Set down every entry word for word. Omit the pictures.

Stored data entries:
--------------------

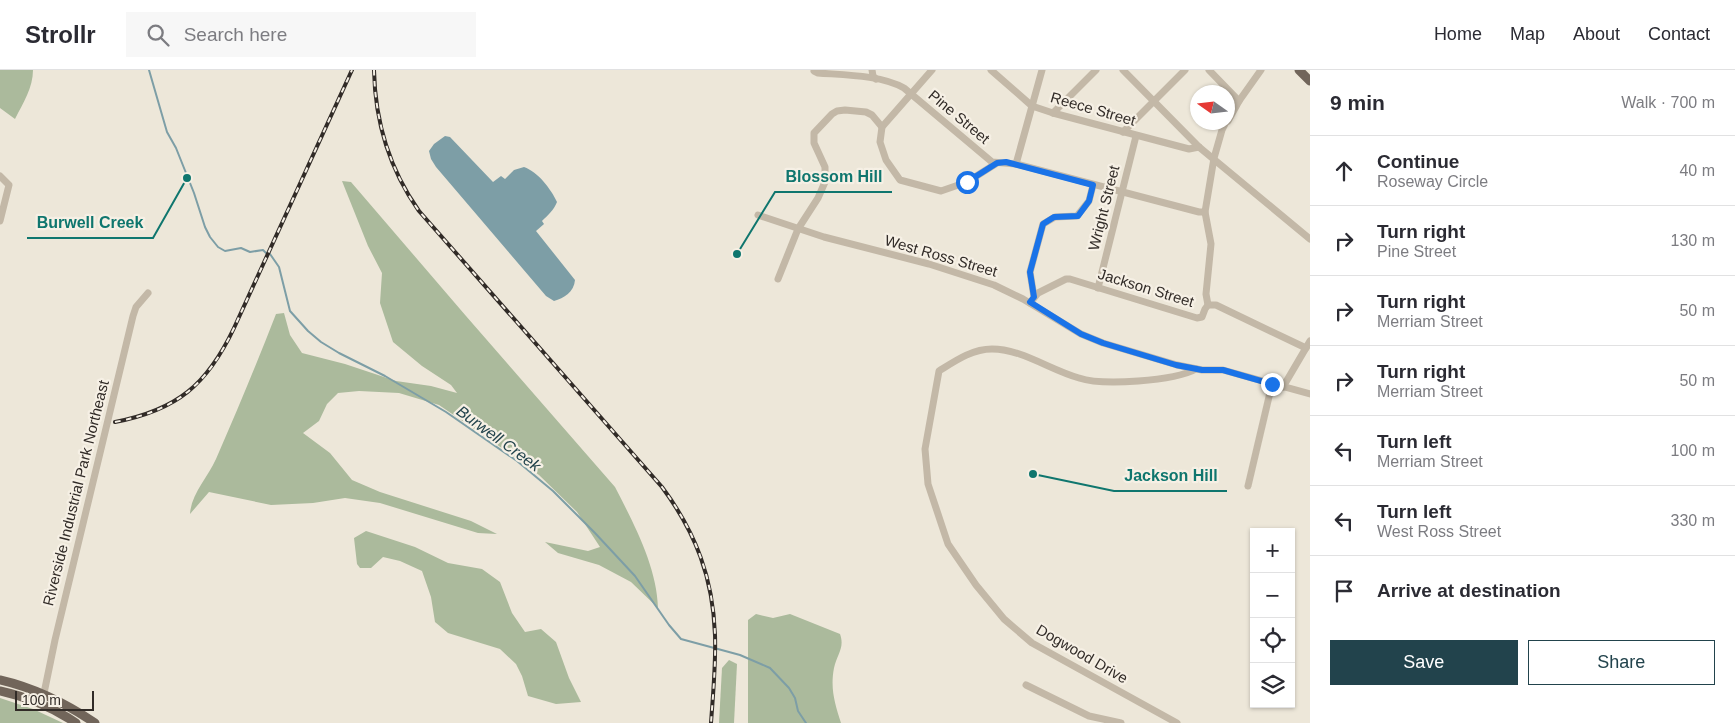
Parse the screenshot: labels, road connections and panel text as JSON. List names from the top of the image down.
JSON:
{
  "streets": {
    "street": [
      "Reece Street",
      "Pine Street",
      "Wright Street",
      "West Ross Street",
      "Jackson Street",
      "Riverside Industrial Park Northeast",
      "Dogwood Drive"
    ]
  },
  "crossings": [
    ["Reece Street", "Wright Street"],
    ["Pine Street", "Wright Street"],
    ["Wright Street", "Jackson Street"],
    ["West Ross Street", "Jackson Street"],
    ["West Ross Street", "Dogwood Drive"]
  ],
  "water": ["Burwell Creek"],
  "places": ["Burwell Creek", "Blossom Hill", "Jackson Hill"],
  "scale_bar": "100 m",
  "north": "left",
  "page": {
    "header": "Strollr",
    "search": "Search here",
    "nav": [
      "Home",
      "Map",
      "About",
      "Contact"
    ],
    "heading": ["9 min", "Walk · 700 m"],
    "list": [
      ["Continue", "Roseway Circle", "40 m"],
      ["Turn right", "Pine Street", "130 m"],
      ["Turn right", "Merriam Street", "50 m"],
      ["Turn right", "Merriam Street", "50 m"],
      ["Turn left", "Merriam Street", "100 m"],
      ["Turn left", "West Ross Street", "330 m"],
      "Arrive at destination"
    ],
    "map_buttons": ["+", "−"],
    "buttons": ["Save", "Share"],
    "scale": "100 m"
  }
}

--------------------

**Result for this task**:
Parse the screenshot: labels, road connections and panel text as JSON. List names from the top of the image down.
JSON:
{
  "streets": {
    "street": [
      "Reece Street",
      "Pine Street",
      "Wright Street",
      "West Ross Street",
      "Jackson Street",
      "Riverside Industrial Park Northeast",
      "Dogwood Drive"
    ]
  },
  "crossings": [
    ["Reece Street", "Wright Street"],
    ["Pine Street", "Wright Street"],
    ["Wright Street", "Jackson Street"],
    ["West Ross Street", "Jackson Street"],
    ["West Ross Street", "Dogwood Drive"]
  ],
  "water": ["Burwell Creek"],
  "places": ["Burwell Creek", "Blossom Hill", "Jackson Hill"],
  "scale_bar": "100 m",
  "north": "left",
  "page": {
    "header": "Strollr",
    "search": "Search here",
    "nav": [
      "Home",
      "Map",
      "About",
      "Contact"
    ],
    "heading": ["9 min", "Walk · 700 m"],
    "list": [
      ["Continue", "Roseway Circle", "40 m"],
      ["Turn right", "Pine Street", "130 m"],
      ["Turn right", "Merriam Street", "50 m"],
      ["Turn right", "Merriam Street", "50 m"],
      ["Turn left", "Merriam Street", "100 m"],
      ["Turn left", "West Ross Street", "330 m"],
      "Arrive at destination"
    ],
    "map_buttons": ["+", "−"],
    "buttons": ["Save", "Share"],
    "scale": "100 m"
  }
}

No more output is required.